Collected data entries
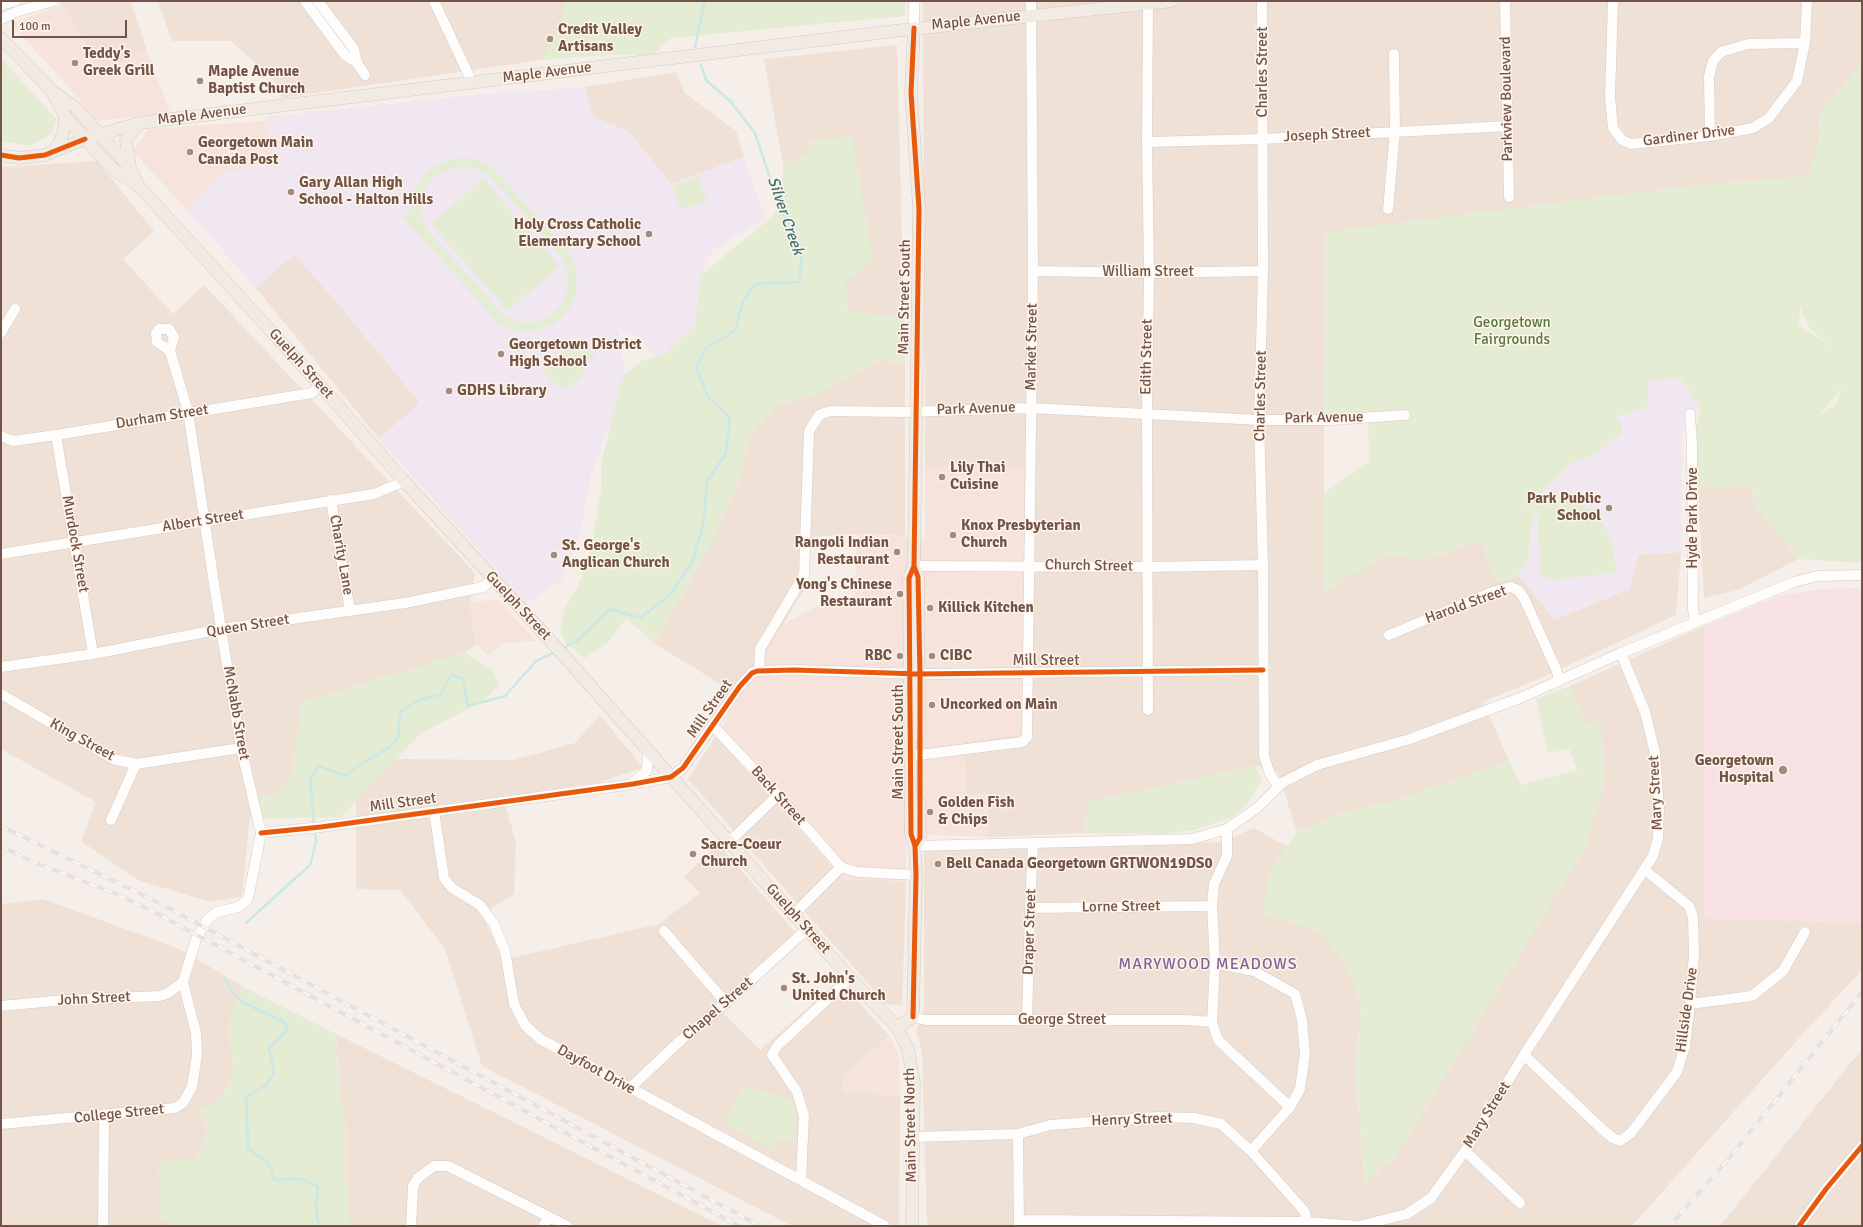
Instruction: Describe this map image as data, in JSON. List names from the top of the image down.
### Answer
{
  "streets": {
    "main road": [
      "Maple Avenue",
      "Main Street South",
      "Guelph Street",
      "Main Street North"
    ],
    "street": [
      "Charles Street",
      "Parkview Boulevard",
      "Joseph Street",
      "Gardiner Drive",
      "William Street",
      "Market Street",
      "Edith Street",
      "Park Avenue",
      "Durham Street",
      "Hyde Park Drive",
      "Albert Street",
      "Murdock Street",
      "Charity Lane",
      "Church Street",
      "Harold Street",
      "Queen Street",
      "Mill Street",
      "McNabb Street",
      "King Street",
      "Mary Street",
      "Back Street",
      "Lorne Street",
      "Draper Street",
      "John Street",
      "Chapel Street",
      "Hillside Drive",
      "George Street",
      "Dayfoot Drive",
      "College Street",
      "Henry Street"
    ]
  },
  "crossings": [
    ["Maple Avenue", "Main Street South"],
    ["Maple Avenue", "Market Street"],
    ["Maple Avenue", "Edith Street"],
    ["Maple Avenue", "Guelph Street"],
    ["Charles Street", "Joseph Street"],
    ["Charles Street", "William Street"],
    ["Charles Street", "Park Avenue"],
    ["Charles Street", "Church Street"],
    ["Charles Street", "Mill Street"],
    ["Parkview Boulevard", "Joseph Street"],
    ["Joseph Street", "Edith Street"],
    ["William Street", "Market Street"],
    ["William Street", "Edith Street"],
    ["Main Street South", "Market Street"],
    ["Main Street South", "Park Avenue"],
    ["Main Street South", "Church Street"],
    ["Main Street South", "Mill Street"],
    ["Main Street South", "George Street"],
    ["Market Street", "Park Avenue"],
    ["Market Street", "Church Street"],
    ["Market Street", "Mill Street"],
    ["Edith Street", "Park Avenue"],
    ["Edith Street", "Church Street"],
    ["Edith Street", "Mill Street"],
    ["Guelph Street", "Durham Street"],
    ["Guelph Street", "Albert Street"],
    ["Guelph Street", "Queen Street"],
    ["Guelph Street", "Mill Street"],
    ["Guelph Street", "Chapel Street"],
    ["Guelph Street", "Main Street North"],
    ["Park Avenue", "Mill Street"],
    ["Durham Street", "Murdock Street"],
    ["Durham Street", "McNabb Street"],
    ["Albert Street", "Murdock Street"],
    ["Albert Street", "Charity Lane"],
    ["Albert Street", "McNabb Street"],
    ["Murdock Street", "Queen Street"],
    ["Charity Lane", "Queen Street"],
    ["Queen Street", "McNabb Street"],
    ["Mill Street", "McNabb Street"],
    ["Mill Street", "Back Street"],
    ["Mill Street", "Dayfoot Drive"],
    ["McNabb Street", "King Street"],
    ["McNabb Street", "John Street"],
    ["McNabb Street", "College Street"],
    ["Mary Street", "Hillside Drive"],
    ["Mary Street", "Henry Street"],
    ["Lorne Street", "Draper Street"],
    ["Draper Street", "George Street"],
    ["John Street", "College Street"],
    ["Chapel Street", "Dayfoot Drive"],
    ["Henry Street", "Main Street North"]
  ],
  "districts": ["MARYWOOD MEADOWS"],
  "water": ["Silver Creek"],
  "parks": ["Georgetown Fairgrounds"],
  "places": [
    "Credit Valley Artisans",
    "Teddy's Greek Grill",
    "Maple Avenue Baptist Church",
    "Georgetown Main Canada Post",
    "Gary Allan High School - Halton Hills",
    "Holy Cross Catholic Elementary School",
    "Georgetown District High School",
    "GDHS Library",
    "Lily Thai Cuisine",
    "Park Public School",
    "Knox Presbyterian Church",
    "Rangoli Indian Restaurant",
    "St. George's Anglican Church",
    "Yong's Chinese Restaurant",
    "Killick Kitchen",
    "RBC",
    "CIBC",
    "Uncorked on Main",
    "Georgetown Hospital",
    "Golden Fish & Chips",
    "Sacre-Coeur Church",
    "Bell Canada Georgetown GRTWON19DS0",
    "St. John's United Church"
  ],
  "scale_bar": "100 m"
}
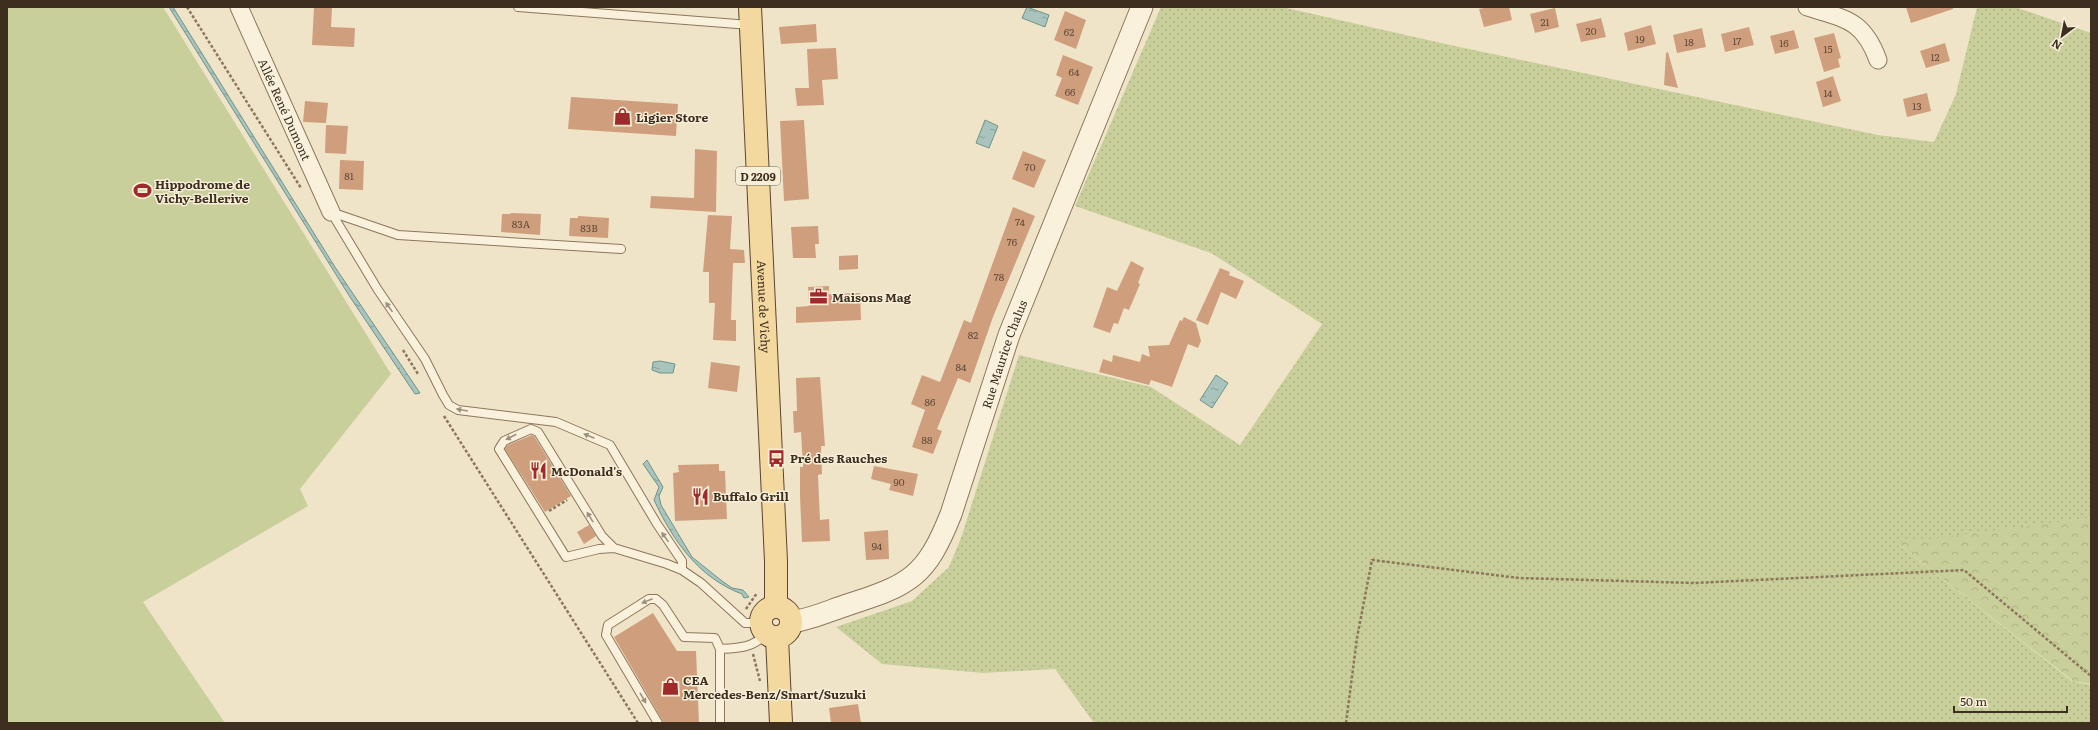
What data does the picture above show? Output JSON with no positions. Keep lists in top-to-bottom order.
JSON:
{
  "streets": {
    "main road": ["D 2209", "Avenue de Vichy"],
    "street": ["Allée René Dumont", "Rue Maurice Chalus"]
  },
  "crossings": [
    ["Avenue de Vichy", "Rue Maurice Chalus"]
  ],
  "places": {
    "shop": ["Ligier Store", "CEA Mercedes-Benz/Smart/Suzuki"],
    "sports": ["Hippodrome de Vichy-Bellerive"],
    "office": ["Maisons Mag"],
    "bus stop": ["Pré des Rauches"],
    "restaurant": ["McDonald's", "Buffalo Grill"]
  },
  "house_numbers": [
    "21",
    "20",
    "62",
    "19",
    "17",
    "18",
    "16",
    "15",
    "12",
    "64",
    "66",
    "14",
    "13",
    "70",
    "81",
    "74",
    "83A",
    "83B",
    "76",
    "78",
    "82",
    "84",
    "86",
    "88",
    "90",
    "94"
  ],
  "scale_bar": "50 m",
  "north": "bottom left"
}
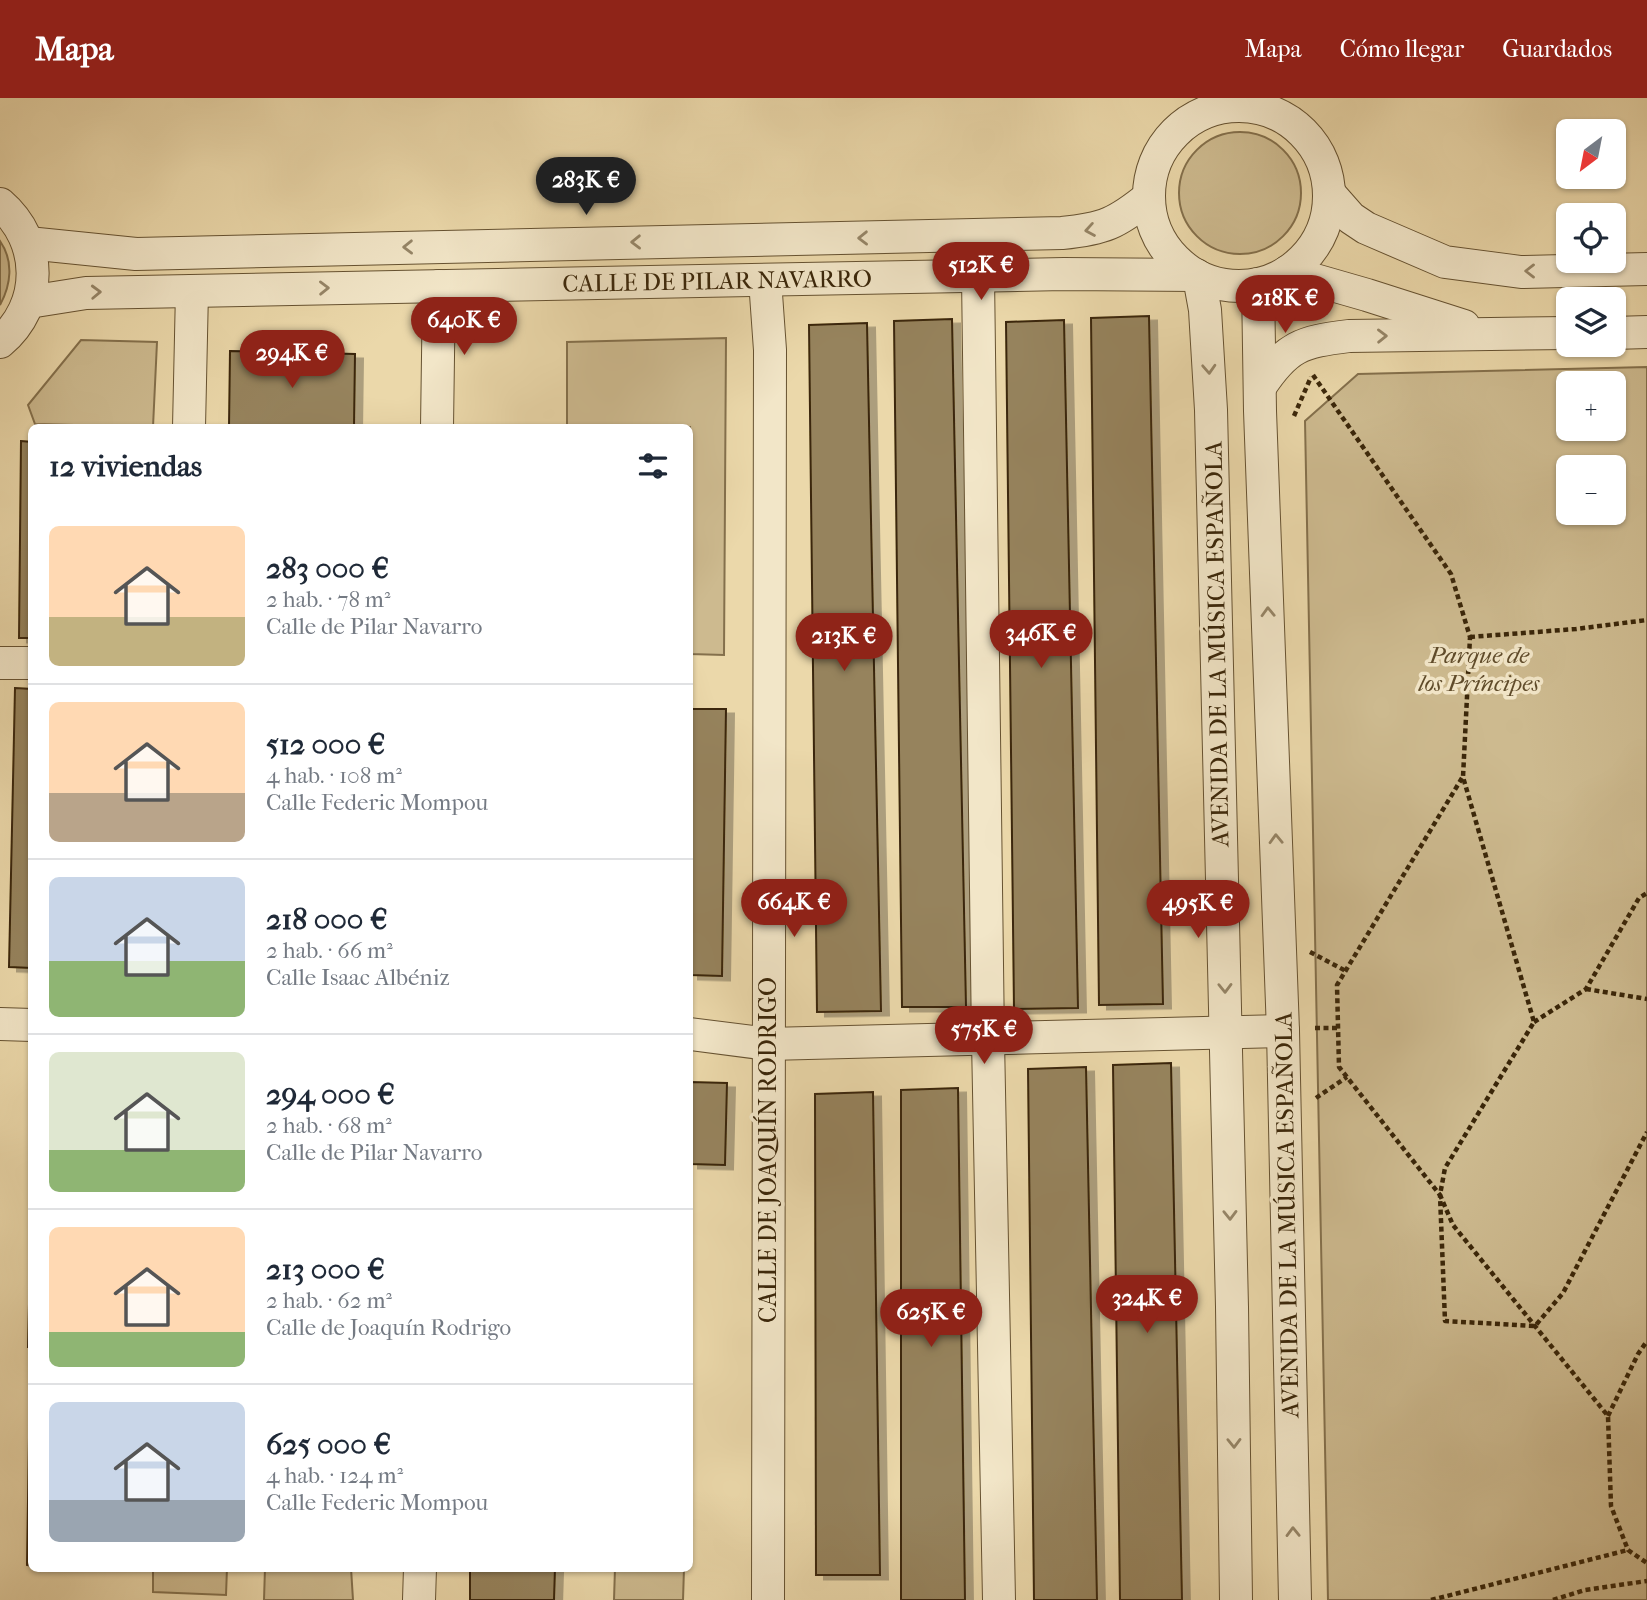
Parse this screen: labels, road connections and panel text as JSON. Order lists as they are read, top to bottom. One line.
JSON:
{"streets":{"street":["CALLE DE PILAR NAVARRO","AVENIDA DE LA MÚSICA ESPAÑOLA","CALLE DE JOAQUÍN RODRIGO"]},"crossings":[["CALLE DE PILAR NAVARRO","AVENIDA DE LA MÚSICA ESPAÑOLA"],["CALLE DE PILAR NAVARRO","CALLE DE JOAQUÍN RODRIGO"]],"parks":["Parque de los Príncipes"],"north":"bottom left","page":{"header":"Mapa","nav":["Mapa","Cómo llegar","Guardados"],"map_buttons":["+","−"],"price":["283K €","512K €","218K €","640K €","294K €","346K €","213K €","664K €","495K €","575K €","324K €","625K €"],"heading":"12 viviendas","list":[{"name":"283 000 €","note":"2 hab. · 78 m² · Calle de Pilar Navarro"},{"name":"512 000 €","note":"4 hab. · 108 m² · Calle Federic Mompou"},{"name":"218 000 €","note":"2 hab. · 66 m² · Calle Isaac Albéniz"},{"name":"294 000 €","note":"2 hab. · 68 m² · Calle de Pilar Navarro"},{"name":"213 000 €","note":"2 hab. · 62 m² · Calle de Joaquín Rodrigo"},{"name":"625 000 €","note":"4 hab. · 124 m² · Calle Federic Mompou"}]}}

» WHAT IS BEING ASKED: From the line containing "Parse this screen: labels, road" to the last line above, repeat every line exactly and nothing else.

» ANSWER TO THIS EXERCISE:
Parse this screen: labels, road connections and panel text as JSON. Order lists as they are read, top to bottom. One line.
JSON:
{"streets":{"street":["CALLE DE PILAR NAVARRO","AVENIDA DE LA MÚSICA ESPAÑOLA","CALLE DE JOAQUÍN RODRIGO"]},"crossings":[["CALLE DE PILAR NAVARRO","AVENIDA DE LA MÚSICA ESPAÑOLA"],["CALLE DE PILAR NAVARRO","CALLE DE JOAQUÍN RODRIGO"]],"parks":["Parque de los Príncipes"],"north":"bottom left","page":{"header":"Mapa","nav":["Mapa","Cómo llegar","Guardados"],"map_buttons":["+","−"],"price":["283K €","512K €","218K €","640K €","294K €","346K €","213K €","664K €","495K €","575K €","324K €","625K €"],"heading":"12 viviendas","list":[{"name":"283 000 €","note":"2 hab. · 78 m² · Calle de Pilar Navarro"},{"name":"512 000 €","note":"4 hab. · 108 m² · Calle Federic Mompou"},{"name":"218 000 €","note":"2 hab. · 66 m² · Calle Isaac Albéniz"},{"name":"294 000 €","note":"2 hab. · 68 m² · Calle de Pilar Navarro"},{"name":"213 000 €","note":"2 hab. · 62 m² · Calle de Joaquín Rodrigo"},{"name":"625 000 €","note":"4 hab. · 124 m² · Calle Federic Mompou"}]}}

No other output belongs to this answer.